Could cannabis help cure Israel’s corona economic crisis?

Panaxia Israel Laboratories expands into EU marketplace despite challenges posed by year of COVID-19.

Panaxia CEO Dr. Dadi Segal. (photo credit: CHEN GALILI)
Panaxia CEO Dr. Dadi Segal.
(photo credit: CHEN GALILI)
A first shipment of Israeli medical cannabis products took off to Israel over Passover – an important milestone for Israel’s largest manufacturer of medical cannabis products.
Panaxia Israel Laboratories shipped medical cannabis products under the Panaxir brand from the company’s series of oils after they were selected by the government of Cyprus, which will transfer them to pharmacies for prescription sales.
The company has been working on getting its products into the European market for nearly three years. Cyprus is the third country to welcome Panaxia; it also exports to Germany and, more recently, France.
“The reputation we gain in such transactions will open doors in other countries as well and allow us to penetrate additional markets,” Panaxia CEO Dr. Dadi Segal said.
After a year of economic crisis in the country – Panaxia was also hard hit – the company is eyeing new exports as a “cure for the economic coronavirus crisis.”
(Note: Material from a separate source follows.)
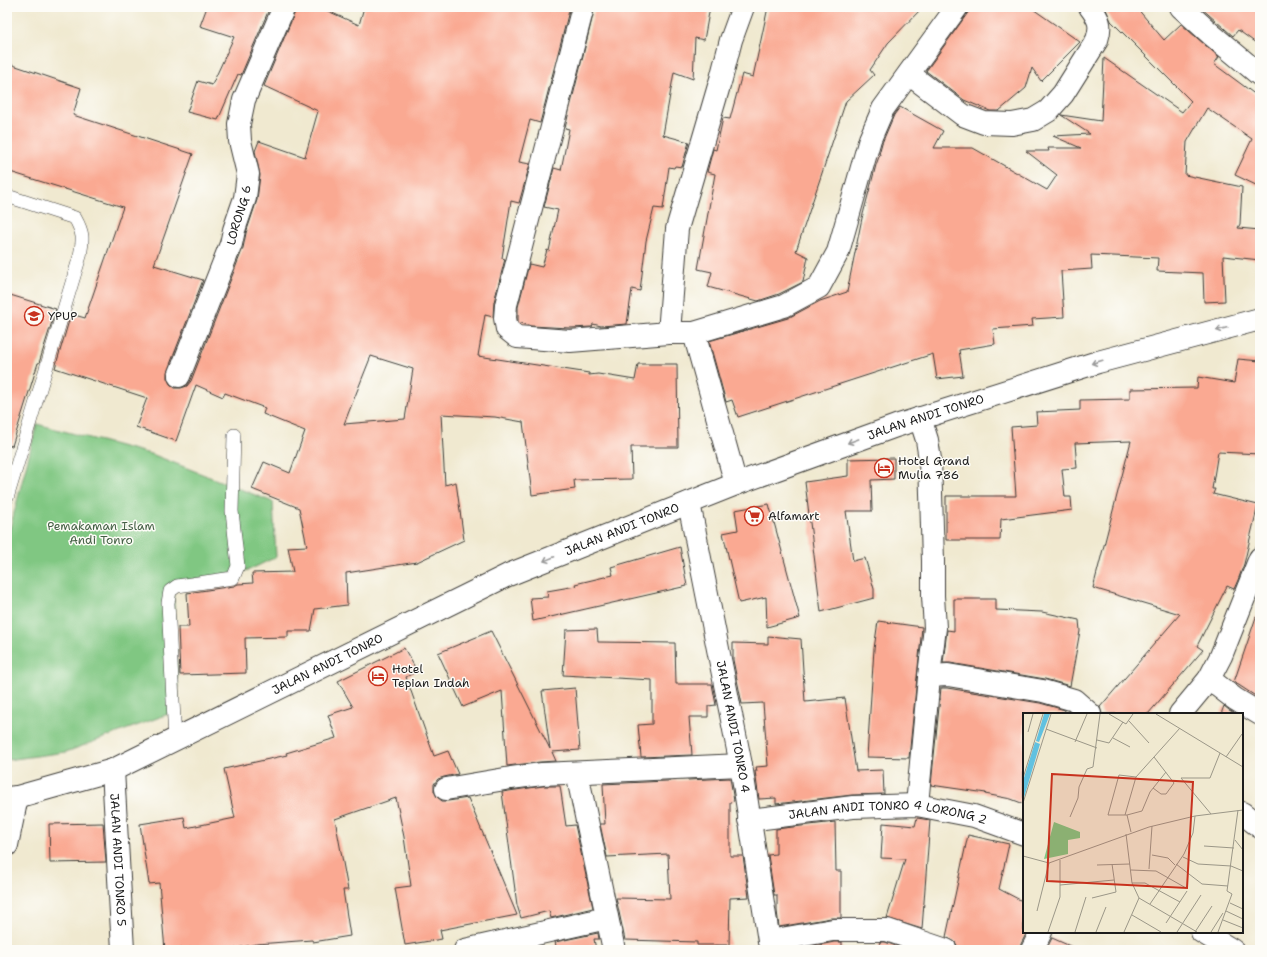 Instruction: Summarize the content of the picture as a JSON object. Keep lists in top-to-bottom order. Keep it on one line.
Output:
{"streets":{"street":["LORONG 6","JALAN ANDI TONRO","JALAN ANDI TONRO 4","JALAN ANDI TONRO 4 LORONG 2","JALAN ANDI TONRO 5"]},"crossings":[["JALAN ANDI TONRO","JALAN ANDI TONRO 4"],["JALAN ANDI TONRO","JALAN ANDI TONRO 5"],["JALAN ANDI TONRO 4","JALAN ANDI TONRO 4 LORONG 2"]],"one_way":["JALAN ANDI TONRO"],"parks":["Pemakaman Islam Andi Tonro"],"places":{"school or university":["YPUP"],"hotel":["Hotel Grand Mulia 786","Hotel Tepian Indah"],"supermarket":["Alfamart"]}}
General manager and co-founder Assi Rotbart told The Jerusalem Post that with nearly 200 employees in Israel (more than 1,000 if you count the cannabis cultivators from which it buys its raw materials), penetrating the European market could mean that “we can create a huge stream of money from Europe to Israel and create many more jobs.”
During COVID, the company was hit hard from a production and operation perspective.
“There was a lot of quarantine and we had to work in capsules, which increased the cost of production significantly,” Rotbart said.
But at least in Israel, the company did not miss a single delivery. “COVID pushed us to the edge to be able to deliver all the products [requested],” he said, “but we managed it, so the patients felt almost no influence.”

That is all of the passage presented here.